For decades now, we have bemoaned the national shortage of qualified science and math teachers, particularly in our urban areas and in our secondary schools. The current emphasis on 21st century skills and STEM education only amplifies the shortage. In recent years, we’ve even added the need for “real life” experience to the discussion, believing that boosting student interest in math and the sciences is assisted by educators who are both teachers and practitioners.
Late last year, the Bill & Melinda Gates Foundation (yes, the same Bill Gates who founded Microsoft and turned it into the economic giant it became) announced that human capital and strengthening our teacher pool was a priority. Rightfully so. Real, lasting education improvement begins with talented, effective teachers. Without strong math and science teachers in our classrooms — those who understand the content, the pedagogy, and the real-life context — reforms are half-hearted at best.
So why can’t we bring together the Gates Foundation’s vision (and financial commitment) to strengthening and supporting teachers with a new pipeline of knowledgeable STEM practitioners and find a way to get those displaced workers (as well as those from other tech sector companies) out of the boardroom and into the classroom? Why can’t we use everything we know about pre-service teacher training, necessary pedagogy, and mid-career teacher transitions and build a comprehensive STEM teacher training program that trains tech workers and connects they with communities and school districts in dire need of effective STEM educators?
Such an effort wouldn’t be a first. Back in 2005, IBM announced it was transitioning a portion of its workforce into K-12 education. They established relationships with institutions of higher education in key IBM communities to develop mid-career teacher training programs. They applied the IBM training model to teacher development. They looked to break new ground in mid-career transition.
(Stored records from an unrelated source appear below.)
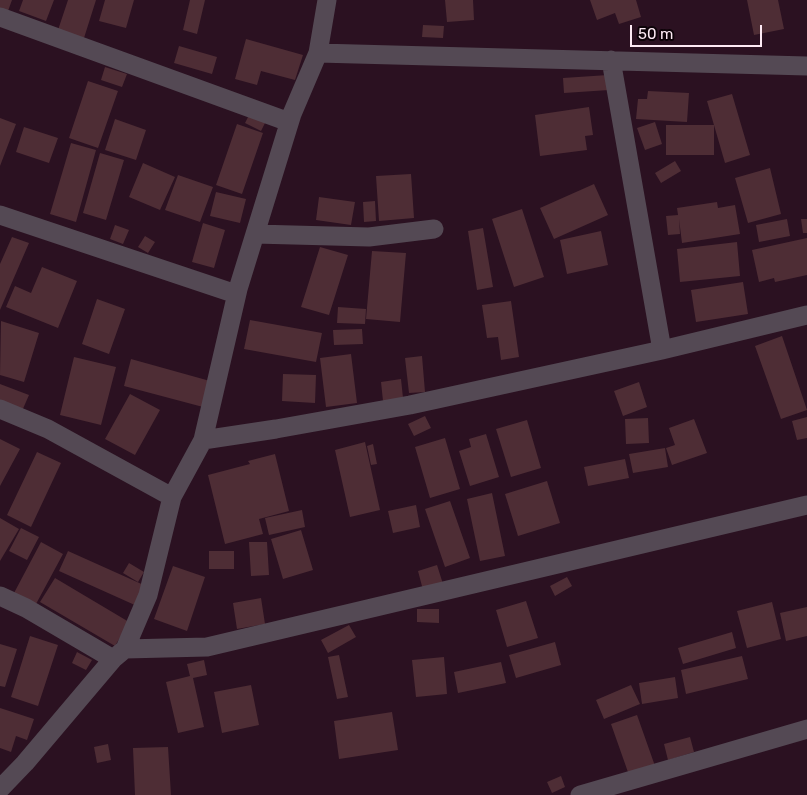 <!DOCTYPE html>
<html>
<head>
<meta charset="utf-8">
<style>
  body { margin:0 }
  #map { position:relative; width:807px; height:795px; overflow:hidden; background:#2b1121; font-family:Rubik,sans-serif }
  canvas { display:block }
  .scale { position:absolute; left:630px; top:25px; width:132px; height:22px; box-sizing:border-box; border:2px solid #fdeaf4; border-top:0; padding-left:6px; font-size:15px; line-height:18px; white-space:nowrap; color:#fdeaf4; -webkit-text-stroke:4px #0d0308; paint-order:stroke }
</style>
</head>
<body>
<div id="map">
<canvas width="807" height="795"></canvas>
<div class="scale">50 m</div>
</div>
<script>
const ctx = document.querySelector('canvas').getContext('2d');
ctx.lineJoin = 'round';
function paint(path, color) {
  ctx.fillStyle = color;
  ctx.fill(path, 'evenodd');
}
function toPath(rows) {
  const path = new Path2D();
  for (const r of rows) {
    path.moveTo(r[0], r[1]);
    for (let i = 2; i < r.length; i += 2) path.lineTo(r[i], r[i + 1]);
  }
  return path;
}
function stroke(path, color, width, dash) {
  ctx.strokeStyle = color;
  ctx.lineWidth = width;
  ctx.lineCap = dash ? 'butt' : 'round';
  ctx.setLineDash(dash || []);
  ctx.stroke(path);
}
const building = toPath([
  [0,0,12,0,8,11,0,8],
  [23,0,54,0,46,21,19,11],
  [68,0,96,0,84,38,58,30],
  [105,0,134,0,126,28,99,21],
  [190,0,205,0,197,34,183,30],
  [445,0,473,0,474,20,447,22],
  [590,0,636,0,641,17,619,24,615,13,597,20],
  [747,0,778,0,784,29,754,35],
  [423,25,444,26,443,38,422,37],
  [246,39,303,55,295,80,261,71,257,85,235,79],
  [179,46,217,57,212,74,174,63],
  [105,67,127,74,122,87,101,80],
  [608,75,609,90,564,93,563,78],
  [88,81,118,91,98,148,69,138],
  [648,91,689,93,687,122,636,119,638,99,647,99],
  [732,94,750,155,725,163,707,101],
  [589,107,593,135,585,136,587,150,540,156,535,115],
  [250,113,266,121,261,131,245,123],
  [0,118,16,124,0,166],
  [115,119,146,130,136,160,105,150],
  [655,122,662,144,645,150,637,128],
  [237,124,263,133,242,194,216,185],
  [666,125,714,125,714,155,666,155],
  [24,127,58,138,49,163,16,152],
  [71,143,96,150,76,222,50,214],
  [100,153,124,160,106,220,83,213],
  [675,161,681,171,661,183,655,173],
  [143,163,175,177,160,210,129,197],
  [770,168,781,214,748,223,735,178],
  [411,174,414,218,379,221,376,176],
  [178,175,213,187,200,222,165,210],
  [594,184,608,215,554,239,540,208],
  [216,192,246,199,240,223,210,216],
  [319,197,355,202,351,225,316,220],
  [375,201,376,221,364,222,363,202],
  [717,202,718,208,735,205,740,234,682,243,679,219,680,234,668,235,666,216,678,215,677,208],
  [522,209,544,277,514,287,492,219],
  [787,219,790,236,759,242,756,225],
  [801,219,807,219,807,233,803,233],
  [203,223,225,230,214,268,192,262],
  [115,225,129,230,123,244,110,239],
  [483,228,493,287,477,290,468,231],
  [601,231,608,265,567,274,560,240],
  [145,236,155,242,148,253,138,247],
  [12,237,29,243,0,310,0,264],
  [807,238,807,275,775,282,774,278,759,282,752,250],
  [737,242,740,276,680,282,677,249],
  [320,247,348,255,329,315,301,307],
  [372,251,406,253,400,322,366,319],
  [42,267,77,281,58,328,6,307,15,286,31,293],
  [743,282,748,314,696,322,691,290],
  [97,299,125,309,109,354,82,344],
  [511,301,519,357,501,360,498,337,487,338,482,305],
  [338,307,366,309,365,324,337,323],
  [250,320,322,333,316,362,244,349],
  [1,321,39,333,24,382,0,375],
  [362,329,363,344,334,345,333,330],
  [782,336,807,410,781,419,755,346],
  [351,354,357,403,326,407,320,358],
  [422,356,425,392,409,393,405,358],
  [74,357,116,367,101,425,60,415],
  [131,359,210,381,203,407,124,386],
  [283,374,316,375,315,403,282,401],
  [401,379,403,398,383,401,381,382],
  [639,382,647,407,623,416,614,391],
  [0,384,29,395,22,411,0,402],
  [130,394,160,410,135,455,105,439],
  [425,416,431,428,414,436,408,424],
  [807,417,807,438,797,440,792,421],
  [648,418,649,443,626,444,625,419],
  [694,419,707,453,672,465,666,448,675,445,669,428],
  [527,420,541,468,511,477,496,429],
  [486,434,499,477,470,486,459,451,471,447,469,439],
  [445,438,460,489,430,498,415,447],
  [0,439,20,449,0,486],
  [365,442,380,510,350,517,335,450],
  [373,444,377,464,371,465,367,446],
  [665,448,668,467,633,473,629,454],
  [37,452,61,463,31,527,7,515],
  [275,454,289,511,259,519,263,534,225,544,208,475,250,464,248,461],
  [625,459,629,478,588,486,584,467],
  [547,481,560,523,518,536,505,494],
  [492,493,505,556,480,561,467,499],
  [450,501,470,558,445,567,425,509],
  [416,505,420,527,393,533,388,511],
  [302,510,305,527,269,535,265,518],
  [0,518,19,529,0,561],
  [21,528,39,537,27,560,9,551],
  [301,530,313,570,283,579,271,539],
  [41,542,63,554,36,604,14,593],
  [249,542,267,542,269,575,251,576],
  [68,551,146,586,137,606,59,571],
  [209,551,234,551,234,569,209,569],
  [129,563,144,572,138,582,123,573],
  [437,565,443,584,423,590,418,571],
  [173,566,205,577,187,631,154,619],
  [567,577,572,586,555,596,550,586],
  [55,578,129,622,115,646,40,602],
  [261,598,265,624,237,629,233,603],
  [526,601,538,638,507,647,496,610],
  [772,602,781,639,747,648,737,611],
  [807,607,807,636,786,641,780,613],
  [417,609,439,609,439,623,417,622],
  [349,625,356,637,328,653,321,640],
  [732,632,736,648,683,664,678,648],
  [30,636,58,645,38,706,11,697],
  [555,642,561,665,516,678,509,655],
  [0,644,17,649,5,687,0,686],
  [77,652,92,660,86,670,72,663],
  [339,655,348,697,337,699,328,657],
  [742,656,748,679,686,694,681,670],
  [444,657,447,694,416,697,412,660],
  [204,660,207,675,193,678,204,727,178,733,166,682,190,676,187,664],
  [501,662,506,683,458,693,454,672],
  [675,677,678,698,642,704,639,683],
  [251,685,259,725,222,733,214,692],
  [631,685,640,704,604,719,596,700],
  [0,708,34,719,27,740,16,736,11,752,0,748],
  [392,712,398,750,339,759,334,721],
  [637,715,655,766,629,775,611,724],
  [690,737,694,752,668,760,664,744],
  [108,744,111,760,97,763,94,747],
  [168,747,171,795,135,795,133,748],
  [561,776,565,787,552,793,547,782]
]);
const minor = toPath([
  [0,17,289,122],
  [318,53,807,66],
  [611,60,662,350],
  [0,215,236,294],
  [255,234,369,237,434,229],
  [0,409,48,429,172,497],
  [203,440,276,429,410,405,662,350,807,315],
  [0,596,26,608,113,659],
  [125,649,207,647,807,505],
  [0,789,25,763,113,659,125,649,148,595,172,497,203,440,238,289,292,114,318,53,327,0],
  [580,795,807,729]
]);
paint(building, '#4e2d35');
stroke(minor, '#544954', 19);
</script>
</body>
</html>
Now we have an opportunity for the Gates Foundation, the National Math and Science Initiative, or a host of other organizations to come together and build a better mid-career transition mousetrap. Yes, we would need to make sure the right workers are entering the program (not everyone is up to the challenge of teaching, and not everyone – no matter how much content knowledge they possess – can teach it). Yes, we would need to ensure that any training program is research-based and deeply rooted in the pedagogy. We can’t do drive-by teacher training. And yes, we know that this doesn’t solve the larger issue of effective math and science teachers in every classroom, particularly those in our at-risk communities. But it is a start, and a good one.
In STEM programs across the nation, states and school districts are seeking to achieve a number of goals. First is to boost student interest in the STEM subjects. Second is to get more students to take STEM classes and pursue STEM degrees. Third is often how to get those with STEM degrees back into the classroom to teach in those schools where they gained their STEM passions. These goals take time. But getting top engineers and video game designers and mathematicians into the classroom to display their personal passions each and every school day is a good start to building student interest. With the proper trainings and support, they could become effective STEM teachers equipping a generation of students with the skills and knowledgebase they need to navigate our future challenges and opportunities.
Now is the time turn some of those economic lemons and turning them into some STEM instruction lemonade. And the Gates Foundation can do it by first taking care of its own. Talk about win-win.